I want to thank the supporters of Carolyn Ballenger, who opposed Charlie Brown for state representative, for not picking up her signs in our area. Last fall I rescued four of the 24-inch by 18-inch rigid foam core signs on metal stakes. I used them as windbreaks to help more-tender plants survive the winter.

In addition to the peony, this spring I used two of the signs to shelter a transplanted shrub weigela ‘Tango’ I purchased from the great but now-closed Acorn Ridge nursery in 2000. This burgundy dwarf variety never really got the good start it needed because I planted it too near the robust ‘Lucifer’ crocosmia that mounds up and flops over on top of the weigela as the summer progresses. ‘Lucifer’ is one of the few plants on my “Never Transplant” list so it was the weigela that had to move. So far so good.

Talk about too much of a good thing. Ensata Gardens, the Japanese/Siberian iris and daylily specialists in Galesburg, Mich. (also profiled in Betty’s book) sold out most of its Japanese iris stock last fall due to receiving thousands of new orders after being featured in the April 2004 issue of Midwest Living magazine. Ensata’s original stock plants will grow and multiply this year and orders are being taken for delivery in the fall.
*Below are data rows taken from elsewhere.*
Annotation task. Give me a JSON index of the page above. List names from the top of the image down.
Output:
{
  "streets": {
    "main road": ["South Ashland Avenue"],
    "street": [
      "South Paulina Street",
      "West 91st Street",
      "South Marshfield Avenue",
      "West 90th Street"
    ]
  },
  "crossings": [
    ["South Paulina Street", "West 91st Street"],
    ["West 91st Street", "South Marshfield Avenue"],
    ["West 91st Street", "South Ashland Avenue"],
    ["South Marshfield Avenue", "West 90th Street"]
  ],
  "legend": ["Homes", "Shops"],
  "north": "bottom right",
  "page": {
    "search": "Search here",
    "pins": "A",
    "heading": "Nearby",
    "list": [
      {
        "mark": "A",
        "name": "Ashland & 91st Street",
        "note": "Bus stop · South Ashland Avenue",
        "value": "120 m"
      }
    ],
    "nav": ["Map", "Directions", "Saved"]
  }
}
My irises purchased from Ensata last year should bloom this summer. I can’t wait. If you want to see gorgeous iris, visit www.ensata.com

Gardeners often choose to savor good food as well as good plants. While passing by we stopped at WiseWay on U.S. 30 in Valparaiso and found Dairy Crest white Stilton cheese with apricots imported from England. Yum! The $7.39 pricetag was worth the splurge. I don’t know if WiseWay in Chesterton carries this cheese. Since they moved across the bypass the new store is farther away from me, I have no reason to go that way and I’ve been there only twice since opening.

Gardening articles I’m happy to receive from Florida snowbird Chuck Burger included news of a new series of perennial astilbe dubbed ‘Color Flash’ with green spring leaves turning burgundy/ purple in summer that transition to additional fall colors. Anthony Tesselaar International is introducing the plants, which may or may not be available in our area this year. It usually takes a while for the newbies to make it to the local garden markets.

Astilbe or plume flower throw delicate, fluffy flower heads, in ‘Color Flash’s case pale pink. The www.tesselaar.com

 website recommends filtered sunlight or afternoon shade for this Zone 3 perennial.

See you soon, Chuck, and it’s our turn to take you and Olie out to dinner.